◆ The task: Provide again, from the entries below, every line from the one containing "inset:0; background:#486865; transform-origin:0" through the one containing "height:6px; margin:-3px; padding:0", exactly as written, and no other line.

◆ Dataset entries:
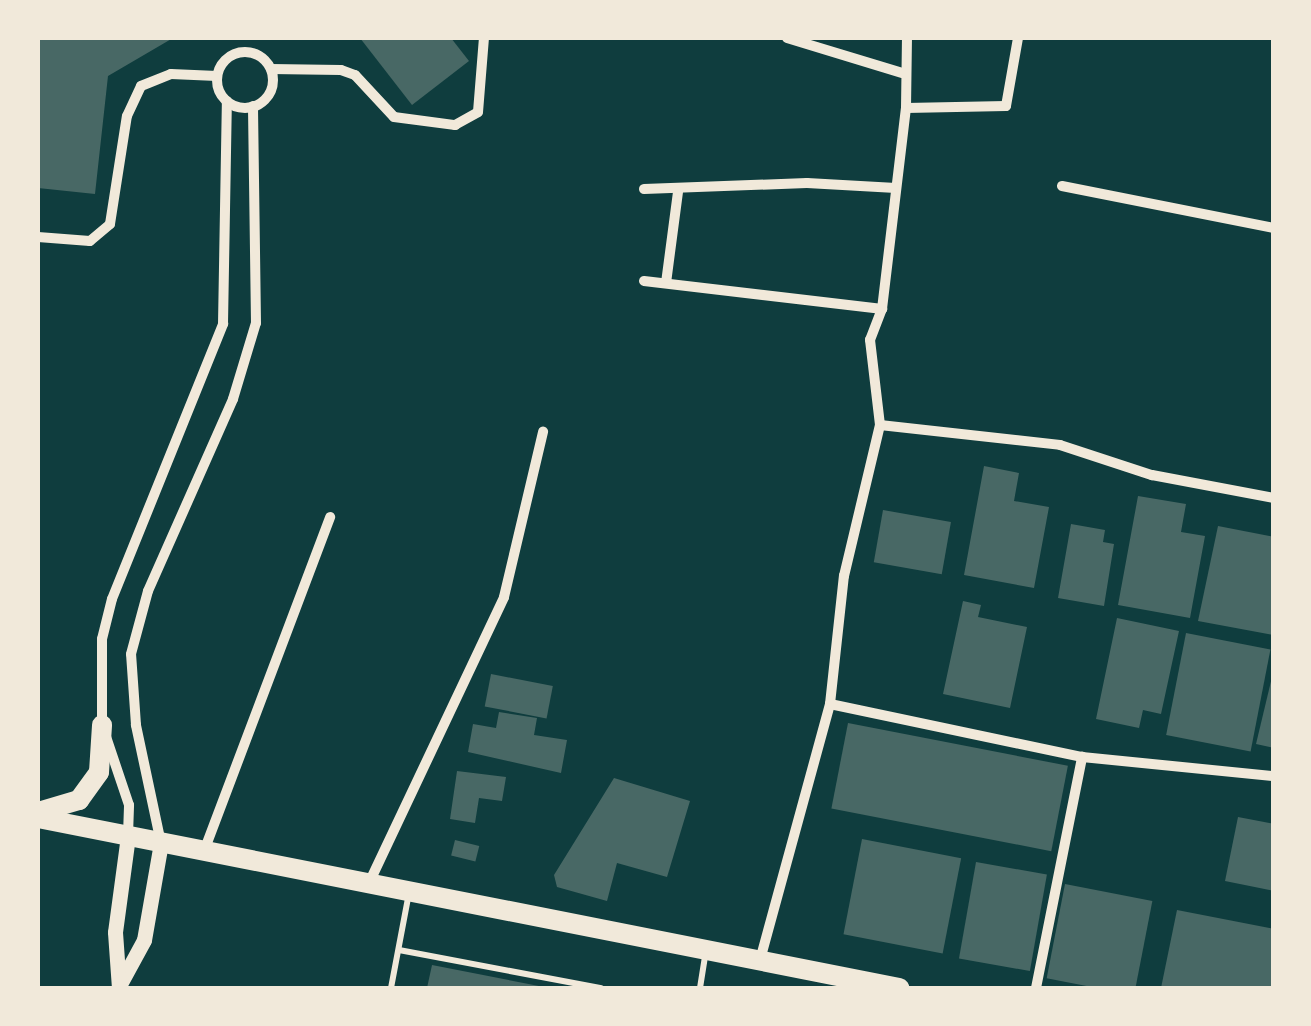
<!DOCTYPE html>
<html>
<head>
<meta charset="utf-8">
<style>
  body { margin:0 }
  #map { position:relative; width:1311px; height:1026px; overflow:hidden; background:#0f3d3e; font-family:Poppins,sans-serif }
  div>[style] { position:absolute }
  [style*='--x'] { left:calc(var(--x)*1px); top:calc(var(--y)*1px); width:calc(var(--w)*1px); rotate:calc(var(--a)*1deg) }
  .building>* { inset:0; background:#486865; transform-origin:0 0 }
  .service>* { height:6px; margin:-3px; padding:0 3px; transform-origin:3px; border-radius:3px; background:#f1e9da }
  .minor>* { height:10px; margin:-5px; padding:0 5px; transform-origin:5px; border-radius:5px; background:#f1e9da }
  .minor>.ring { margin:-5px; padding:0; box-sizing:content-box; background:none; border:10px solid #f1e9da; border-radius:50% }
  .tertiary>* { height:15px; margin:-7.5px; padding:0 7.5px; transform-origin:7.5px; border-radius:7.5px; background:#f1e9da }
  .primary>* { height:20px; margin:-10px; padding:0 10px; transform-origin:10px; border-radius:10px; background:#f1e9da }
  span { translate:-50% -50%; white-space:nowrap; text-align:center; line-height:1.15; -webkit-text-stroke:10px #f1e9da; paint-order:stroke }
  .frame { position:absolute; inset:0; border:40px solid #f1e9da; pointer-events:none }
</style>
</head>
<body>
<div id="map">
  <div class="building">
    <i style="clip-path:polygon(38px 38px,173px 38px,108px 76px,95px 194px,38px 188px)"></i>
    <i style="clip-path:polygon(360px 38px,451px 38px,469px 61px,412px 105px)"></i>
    <i style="clip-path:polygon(984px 466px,1019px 473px,1014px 501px,1049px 507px,1034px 588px,964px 575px)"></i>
    <i style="clip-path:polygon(1138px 496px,1186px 504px,1181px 532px,1205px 536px,1190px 618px,1118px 605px)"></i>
    <i style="left:883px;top:510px;width:69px;height:53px;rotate:10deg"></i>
    <i style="clip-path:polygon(1071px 524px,1105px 530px,1103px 542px,1114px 544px,1104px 606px,1058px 598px)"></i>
    <i style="clip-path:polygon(1218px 526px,1274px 537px,1273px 635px,1198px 621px)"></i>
    <i style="clip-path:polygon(963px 601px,981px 605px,978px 617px,1027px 627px,1010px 708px,943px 694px)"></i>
    <i style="clip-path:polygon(1117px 618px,1179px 631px,1161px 714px,1143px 710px,1139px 728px,1096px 719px)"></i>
    <i style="left:1186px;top:633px;width:86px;height:104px;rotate:11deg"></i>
    <i style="left:491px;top:674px;width:63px;height:33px;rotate:11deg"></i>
    <i style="clip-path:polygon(1272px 677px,1274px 677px,1274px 748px,1256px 744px)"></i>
    <i style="clip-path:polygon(499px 712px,537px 718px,534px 735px,567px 740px,561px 773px,468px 752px,473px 724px,496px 728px)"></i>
    <i style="left:848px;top:723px;width:224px;height:87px;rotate:11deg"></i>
    <i style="clip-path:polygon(457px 771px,506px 777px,502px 801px,479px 798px,475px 823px,450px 819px)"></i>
    <i style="clip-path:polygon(614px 778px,690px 801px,667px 877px,617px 863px,607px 901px,557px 887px,554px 875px)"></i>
    <i style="clip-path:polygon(1238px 817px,1274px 824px,1274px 891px,1225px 881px)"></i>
    <i style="left:862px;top:839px;width:101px;height:97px;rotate:11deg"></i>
    <i style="left:455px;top:840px;width:25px;height:16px;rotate:14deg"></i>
    <i style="left:976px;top:862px;width:72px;height:98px;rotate:10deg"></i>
    <i style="left:1065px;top:884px;width:89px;height:96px;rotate:11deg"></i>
    <i style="clip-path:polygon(1177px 910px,1274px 929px,1274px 988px,1161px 988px)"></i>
    <i style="clip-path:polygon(432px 965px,544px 987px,544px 988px,427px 988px)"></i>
  </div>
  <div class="service">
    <i style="--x:399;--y:950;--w:206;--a:10.7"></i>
    <i style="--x:391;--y:988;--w:97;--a:-79.3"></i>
    <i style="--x:700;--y:988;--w:36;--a:-81"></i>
  </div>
  <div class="minor">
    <i style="--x:787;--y:38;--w:120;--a:16.9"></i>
    <i class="ring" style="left:217px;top:52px;width:46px;height:46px"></i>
    <i style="--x:271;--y:69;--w:70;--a:0.8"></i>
    <i style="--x:341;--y:70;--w:15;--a:20"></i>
    <i style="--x:355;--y:75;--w:57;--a:47.1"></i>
    <i style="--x:394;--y:117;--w:62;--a:7.5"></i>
    <i style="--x:455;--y:125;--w:26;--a:-29"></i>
    <i style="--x:478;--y:112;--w:74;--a:-85.4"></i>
    <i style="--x:906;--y:108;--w:100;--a:-1.1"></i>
    <i style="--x:1006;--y:106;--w:69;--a:-80"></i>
    <i style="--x:1062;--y:186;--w:216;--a:11.2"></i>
    <i style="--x:644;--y:189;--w:163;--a:-2.1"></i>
    <i style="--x:807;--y:183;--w:89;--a:3.2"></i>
    <i style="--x:38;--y:237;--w:52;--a:4.4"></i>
    <i style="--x:90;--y:241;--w:26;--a:-40"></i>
    <i style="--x:110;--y:224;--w:109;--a:-81.1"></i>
    <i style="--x:127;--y:116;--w:33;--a:-65"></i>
    <i style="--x:141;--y:86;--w:32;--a:-22"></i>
    <i style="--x:171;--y:74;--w:46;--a:2.5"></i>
    <i style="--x:644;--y:281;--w:240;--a:6.7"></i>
    <i style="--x:666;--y:283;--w:92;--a:-82.5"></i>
    <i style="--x:880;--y:425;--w:181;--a:6.3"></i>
    <i style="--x:1060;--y:445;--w:97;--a:18.1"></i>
    <i style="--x:1152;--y:475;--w:124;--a:10.7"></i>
    <i style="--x:830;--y:704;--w:258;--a:11.9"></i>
    <i style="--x:1082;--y:757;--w:193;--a:5.7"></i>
    <i style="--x:128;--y:835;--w:30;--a:-88"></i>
    <i style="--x:129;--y:805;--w:84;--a:-108.6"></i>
    <i style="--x:102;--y:725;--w:86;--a:-90"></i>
    <i style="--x:102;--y:639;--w:41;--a:-76"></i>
    <i style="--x:112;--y:599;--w:297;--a:-68"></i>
    <i style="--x:223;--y:324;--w:223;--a:-89"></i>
    <i style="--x:161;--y:843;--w:121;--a:-102"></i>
    <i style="--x:136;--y:725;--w:71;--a:-94"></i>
    <i style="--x:131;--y:654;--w:65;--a:-74.9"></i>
    <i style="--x:148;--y:591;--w:210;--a:-66.1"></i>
    <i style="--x:233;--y:399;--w:79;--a:-73.2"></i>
    <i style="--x:256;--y:323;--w:217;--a:-90.8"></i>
    <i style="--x:204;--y:851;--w:357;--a:-69.3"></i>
    <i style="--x:369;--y:883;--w:316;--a:-64.7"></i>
    <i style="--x:504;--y:597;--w:170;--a:-76.7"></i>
    <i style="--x:760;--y:960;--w:265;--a:-74.7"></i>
    <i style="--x:830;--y:704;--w:129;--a:-83.8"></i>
    <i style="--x:844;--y:576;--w:155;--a:-76.6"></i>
    <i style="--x:880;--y:425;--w:86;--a:-96.7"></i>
    <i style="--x:870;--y:340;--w:33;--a:-69"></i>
    <i style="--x:882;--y:309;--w:202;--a:-83.2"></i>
    <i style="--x:906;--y:108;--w:70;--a:-89.2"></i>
    <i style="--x:1036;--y:988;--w:236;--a:-78.7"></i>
  </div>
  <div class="tertiary">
    <i style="--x:119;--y:986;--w:52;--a:-61.5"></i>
    <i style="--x:144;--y:940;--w:98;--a:-80.1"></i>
    <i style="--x:119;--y:988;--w:56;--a:-94.1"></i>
    <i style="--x:115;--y:932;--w:97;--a:-82.3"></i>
  </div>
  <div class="primary">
    <i style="--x:38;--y:812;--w:43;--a:-16.3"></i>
    <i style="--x:79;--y:800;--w:34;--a:-54"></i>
    <i style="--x:99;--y:772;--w:47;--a:-86.3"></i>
    <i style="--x:38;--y:818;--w:878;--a:11.17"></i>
  </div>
  <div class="frame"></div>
</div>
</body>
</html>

◆ Solution to this task:
  .building>* { inset:0; background:#486865; transform-origin:0 0 }
  .service>* { height:6px; margin:-3px; padding:0 3px; transform-origin:3px; border-radius:3px; background:#f1e9da }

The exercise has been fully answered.